Interpretable ML

[1]:
import numpy as np
import pandas as pd
import matplotlib.pyplot as plt

Interpretable models

An interpretable model is one whose decisions humans can understand. Some models such as linear models with a small number of variables, or decision trees with limited depth, are intrinsically interpretable. Others such as ensembles, high-dimensional support vector machines or neural networks are essentially black boxes. Interpretable ML studies how to make black box models comprehensible to humans, typically by showing how a few key features influence the machine prediction.

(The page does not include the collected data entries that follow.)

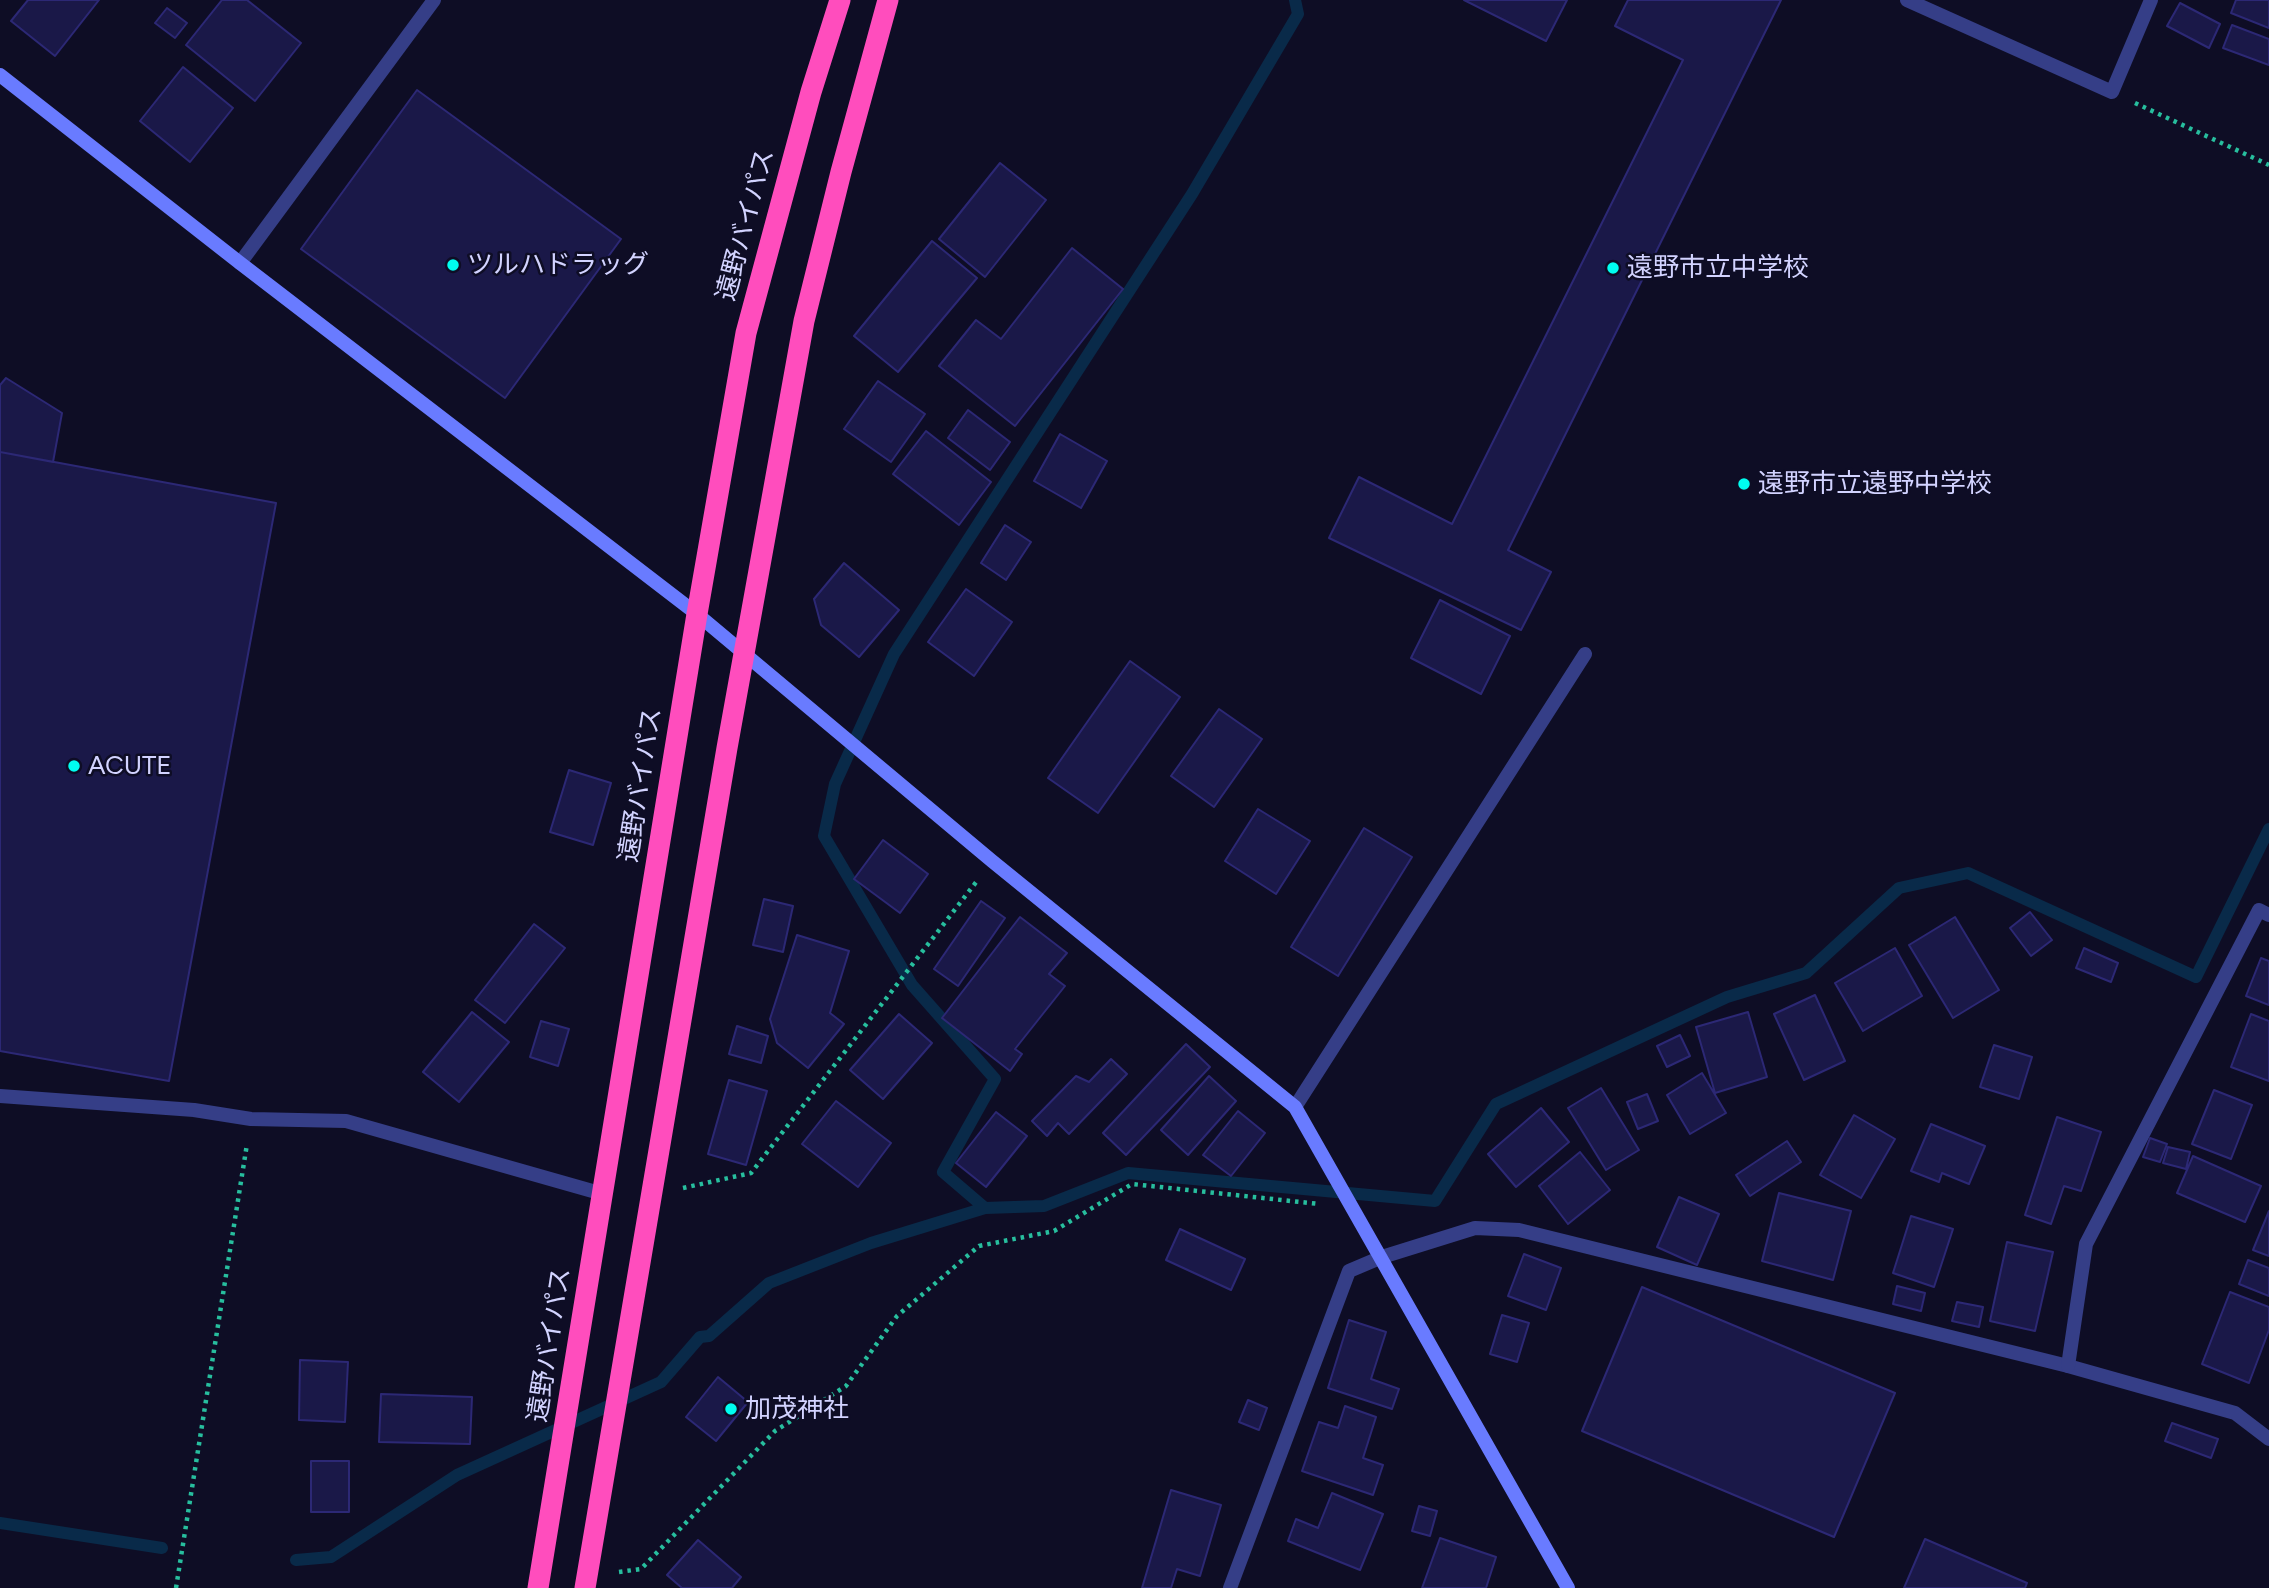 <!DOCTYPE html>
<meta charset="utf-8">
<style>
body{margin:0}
canvas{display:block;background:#0e0d25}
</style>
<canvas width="2269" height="1588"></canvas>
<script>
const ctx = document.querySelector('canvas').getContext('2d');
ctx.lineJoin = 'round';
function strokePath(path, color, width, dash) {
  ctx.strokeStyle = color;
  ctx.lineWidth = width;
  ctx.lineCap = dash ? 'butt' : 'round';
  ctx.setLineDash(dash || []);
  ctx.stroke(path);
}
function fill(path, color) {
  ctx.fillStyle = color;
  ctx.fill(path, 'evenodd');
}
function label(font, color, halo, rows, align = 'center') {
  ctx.font = font + ' Figtree,"Noto Sans JP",sans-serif';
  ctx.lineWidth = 5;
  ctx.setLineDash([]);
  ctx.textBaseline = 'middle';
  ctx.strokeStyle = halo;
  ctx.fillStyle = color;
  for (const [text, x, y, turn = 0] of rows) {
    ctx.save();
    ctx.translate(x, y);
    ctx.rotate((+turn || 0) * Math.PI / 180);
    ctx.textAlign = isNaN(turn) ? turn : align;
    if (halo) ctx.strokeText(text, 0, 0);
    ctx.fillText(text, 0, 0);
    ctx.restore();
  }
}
strokePath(new Path2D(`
 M985,1208L943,1172L995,1079L912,985L824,836L835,784L894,654L1192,194L1298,14L1295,0
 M0,1523L162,1548
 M296,1560L331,1557L457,1475L661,1382L700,1337L709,1336L769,1283L871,1243L985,1208L1044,1206L1128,1173L1435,1201L1496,1104L1727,997L1806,973L1899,888L1968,873L2196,977L2269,829`), '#092a49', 12);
const building = new Path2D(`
 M28,0H99L55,56L11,21Z
 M222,0H247L301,43L255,101L186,45Z
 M1464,0H1567L1546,41Z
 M1628,0H1781L1508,550L1551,572L1521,630L1329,538L1359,477L1452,524L1683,60L1615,26Z
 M2236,0H2269V28L2231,13Z
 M2180,3L2220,24L2209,48L2167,26Z
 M167,8L187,23L175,38L155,23Z
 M2232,25L2269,39V65L2223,48Z
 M183,67L233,108L190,162L140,121Z
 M417,90L621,239L505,398L301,249Z
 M1000,163L1046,200L985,277L939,239Z
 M932,241L977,278L898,372L854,336Z
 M1072,248L1123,289L1015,426L939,366L976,320L1001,339Z
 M6,378L62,413L53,462L0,452V385Z
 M878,381L925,414L891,462L844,429Z
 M968,410L1010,442L990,470L948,438Z
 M926,431L991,482L959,525L893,474Z
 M1060,434L1107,461L1081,508L1034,481Z
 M0,452L276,503L169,1081L0,1051Z
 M1005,525L1031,542L1006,580L981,563Z
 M844,563L899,610L859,657L821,625L814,599Z
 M966,589L1012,622L974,676L928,642Z
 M1440,600L1510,636L1481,694L1411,658Z
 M1130,661L1180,697L1098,813L1048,778Z
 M1219,709L1262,739L1214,807L1171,776Z
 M569,770L611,783L593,845L550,832Z
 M1258,809L1310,841L1276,894L1225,861Z
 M1364,828L1412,857L1338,976L1291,947Z
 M883,840L928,874L900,913L854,879Z
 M764,899L793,906L783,952L753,945Z
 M981,901L1005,918L958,986L934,969Z
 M2030,912L2052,940L2031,956L2010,928Z
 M1020,917L1067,953L1049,974L1065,986L1015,1049L1022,1054L1010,1071L942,1018Z
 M1955,917L1999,990L1953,1018L1909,945Z
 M534,924L565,948L505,1023L475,1000Z
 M797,935L849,951L830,1013L844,1024L808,1068L777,1043L770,1019Z
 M1895,948L1922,996L1863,1031L1835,983Z
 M2084,948L2118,963L2111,982L2076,968Z
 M2261,958L2269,961V1005L2246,996Z
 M1815,995L1845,1061L1804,1080L1774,1014Z
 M472,1012L509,1042L459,1102L423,1072Z
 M1748,1012L1767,1077L1715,1093L1696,1027Z
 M899,1014L932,1043L883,1099L850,1070Z
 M2251,1014L2269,1021V1081L2231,1067Z
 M541,1021L569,1029L558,1066L530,1057Z
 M737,1026L768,1036L761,1063L729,1054Z
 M1680,1035L1690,1056L1667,1067L1657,1046Z
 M1186,1044L1210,1067L1126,1155L1103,1133Z
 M1994,1045L2032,1057L2019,1099L1980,1087Z
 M1111,1059L1127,1074L1069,1134L1058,1123L1047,1136L1032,1121L1076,1076L1089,1082Z
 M1702,1073L1726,1113L1690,1134L1667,1095Z
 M1209,1076L1236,1101L1188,1155L1161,1130Z
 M729,1080L767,1091L746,1165L708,1154Z
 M1601,1088L1639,1150L1606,1170L1568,1108Z
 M2214,1090L2252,1105L2231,1159L2192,1144Z
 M1647,1094L1658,1121L1638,1129L1627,1102Z
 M836,1101L891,1143L858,1187L802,1144Z
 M1541,1108L1569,1142L1516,1187L1488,1154Z
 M1238,1111L1265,1133L1231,1176L1203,1155Z
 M996,1112L1027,1136L986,1187L956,1163Z
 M1854,1115L1895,1139L1861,1198L1820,1175Z
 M2057,1117L2101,1132L2081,1191L2064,1186L2051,1224L2025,1215Z
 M1931,1124L1985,1146L1969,1184L1942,1173L1939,1182L1911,1171Z
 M2150,1138L2167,1144L2160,1162L2143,1157Z
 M1787,1141L1801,1162L1750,1196L1736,1175Z
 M2168,1147L2190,1152L2186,1169L2163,1163Z
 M1580,1152L1610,1190L1568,1224L1539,1186Z
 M2193,1156L2261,1186L2245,1222L2177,1193Z
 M1779,1193L1851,1211L1833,1280L1762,1261Z
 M1679,1197L1719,1214L1697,1265L1657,1247Z
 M2269,1211V1256L2253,1250Z
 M1911,1216L1953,1229L1934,1287L1893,1273Z
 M1180,1229L1245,1259L1231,1290L1166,1260Z
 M2007,1242L2053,1252L2035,1331L1990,1321Z
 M1524,1254L1561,1268L1546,1310L1508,1296Z
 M2248,1260L2269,1268V1296L2239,1284Z
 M1897,1286L1925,1293L1921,1311L1893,1304Z
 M1642,1287L1895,1393L1834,1537L1582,1431Z
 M2230,1292L2269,1307V1330L2249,1383L2202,1364Z
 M1957,1302L1983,1307L1979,1327L1952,1321Z
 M1502,1315L1529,1323L1517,1362L1490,1354Z
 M1349,1320L1386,1332L1371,1379L1399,1389L1392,1409L1328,1388Z
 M300,1360L348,1362L345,1422L299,1420Z
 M718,1377L748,1402L716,1441L686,1417Z
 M381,1394L472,1397L470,1444L379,1442Z
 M1248,1400L1267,1408L1259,1430L1239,1422Z
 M1345,1406L1376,1417L1363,1458L1383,1465L1373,1495L1302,1471L1319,1422L1338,1428Z
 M2172,1423L2218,1439L2211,1458L2165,1441Z
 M311,1461H349V1512H311Z
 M1171,1490L1221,1505L1200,1576L1177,1569L1171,1588H1142Z
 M1332,1493L1383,1514L1360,1570L1288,1541L1296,1519L1318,1528Z
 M1419,1506L1437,1511L1430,1536L1412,1531Z
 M1440,1538L1496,1557L1486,1588H1422Z
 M1925,1539L2027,1583L2025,1588H1904Z
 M698,1540L741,1577L732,1588H682L667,1575Z`);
fill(building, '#1a1848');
strokePath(building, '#2c2875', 2);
strokePath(new Path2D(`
 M2135,103L2269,165
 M683,1188L751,1173L977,881
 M619,1572L641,1569L775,1431L846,1386L897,1316L979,1246L1054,1231L1132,1184L1319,1204
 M176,1588L247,1144`), '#27be9e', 4.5, [3.5, 5]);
strokePath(new Path2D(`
 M1382,1257L1475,1228L1519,1230L2068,1366L2235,1413L2269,1439`), '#353e87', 14);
strokePath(new Path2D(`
 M1907,0L2112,92L2151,0
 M240,263L434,0
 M0,1096L194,1110L251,1119L346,1121L603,1194
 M1295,1107L1585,654
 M2068,1366L2086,1244L2259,910L2269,915
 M1230,1588L1349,1271L1382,1257`), '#353e87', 14);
strokePath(new Path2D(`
 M0,75L240,263L697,614L992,861L1295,1107L1568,1588`), '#697bff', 14);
strokePath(new Path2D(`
 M538,1588L697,614L746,333L811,92L840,0
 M585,1588L727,748L804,321L841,172L888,0`), '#ff4dbd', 21);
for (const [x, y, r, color] of [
 [453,265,7,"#00fdf0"],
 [1613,268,7,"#00fdf0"],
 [1744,484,7,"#00fdf0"],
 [74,766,7,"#00fdf0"],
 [731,1409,7,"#00fdf0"]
]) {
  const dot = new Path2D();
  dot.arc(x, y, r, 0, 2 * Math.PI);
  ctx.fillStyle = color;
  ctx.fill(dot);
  strokePath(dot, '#0e0d25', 2.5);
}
label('26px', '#d2d3ff', '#0e0d25', [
 ["遠野バイパス",746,225,-75],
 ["遠野バイパス",641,785,-81],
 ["遠野バイパス",550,1345,-81]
]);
label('26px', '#d2d3ff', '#0e0d25', [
 ["ツルハドラッグ",467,265],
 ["遠野市立中学校",1627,268],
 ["遠野市立遠野中学校",1758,484],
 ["ACUTE",88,766],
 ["加茂神社",745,1409]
], 'left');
</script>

Interpretable ML can be local and tell us something about how a machine makes a prediction for a particular instance, or global. Recently, there has been much interest in model-agnostic interpretable ML that can provide interpretation for multiple ML families (e.g. trees, support vector machines and neural nets).

Reference:

Interpretable Machine Learning

Intrinsically interpretable models

[2]:
X_train = pd.read_csv('data/X_train.csv')
X_test = pd.read_csv('data/X_test.csv')
y_train = pd.read_csv('data/y_train.csv').squeeze()
y_test = pd.read_csv('data/y_test.csv').squeeze()

Decision trees

[3]:
from sklearn.tree import DecisionTreeClassifier
from sklearn import tree
[4]:
dt_gini = DecisionTreeClassifier(max_depth=2, criterion='gini', random_state=0)
[5]:
dt_gini.fit(X_train, y_train)
[5]:
DecisionTreeClassifier(max_depth=2, random_state=0)
[6]:
fig, ax = plt.subplots(1,1,figsize=(12,10))
tree.plot_tree(dt_gini,
               feature_names=X_train.columns,
               class_names=['died', 'survived'],
               filled=True,
               ax = ax);
../_images/notebooks_B09_Interpretable_ML_9_0.png

Gini coefficient

\[1 - \sum{p_i^2}\]
[7]:
n1 = np.array([618, 363])
p1 = n1 / n1.sum()
[8]:
gini = 1 - (p1**2).sum()
gini
[8]:
0.4662159002702728

The Gini coefficient can be thought of as the degree of impurity - for two classes, we can see that the Gini coefficient reaches its maximum when both classes are equally represented.

[9]:
p = np.linspace(0, 1, 101)
ps = np.array([p, 1-p])
plt.plot(p, 1 - (ps**2).sum(axis=0))
plt.xlabel('Fraction of Class 1')
plt.ylabel('Gini coefficient');
../_images/notebooks_B09_Interpretable_ML_14_0.png

Entropy or Information Gain

\[- \sum{p_i \log(p_i)}\]
[10]:
dt_gain = DecisionTreeClassifier(max_depth=2, criterion='entropy', random_state=0)
[11]:
dt_gain.fit(X_train, y_train)
[11]:
DecisionTreeClassifier(criterion='entropy', max_depth=2, random_state=0)
[12]:
fig, ax = plt.subplots(1,1,figsize=(12,10))
tree.plot_tree(dt_gain,
               feature_names=X_train.columns,
               class_names=['died', 'survived'],
               filled=True,
               ax = ax);
../_images/notebooks_B09_Interpretable_ML_18_0.png
[13]:
entropy = -(np.log2(p1) * p1).sum()
[14]:
entropy
[14]:
0.9506955707275353

The entropy can be thought of as a measure of surprise - it behaves quite similalriy to the Gini coefficinet.

[15]:
p = np.linspace(0.01, 0.99, 101)
ps = np.array([p, 1-p])
plt.plot(p, -np.sum(np.log2(ps)*ps, axis=0))
plt.xlabel('Fraction of Class 1')
plt.ylabel('Entropy or Information Gain');
../_images/notebooks_B09_Interpretable_ML_22_0.png

Linear models

Logistic regression

For logistic regression, the log odds is a linear model

\[\log\left(\frac{P(y = 1)}{1 - P(y=1)}\right) = \beta + \beta_1 x_1 + \beta_2 x_2 + \ldots + \beta_k x_k\]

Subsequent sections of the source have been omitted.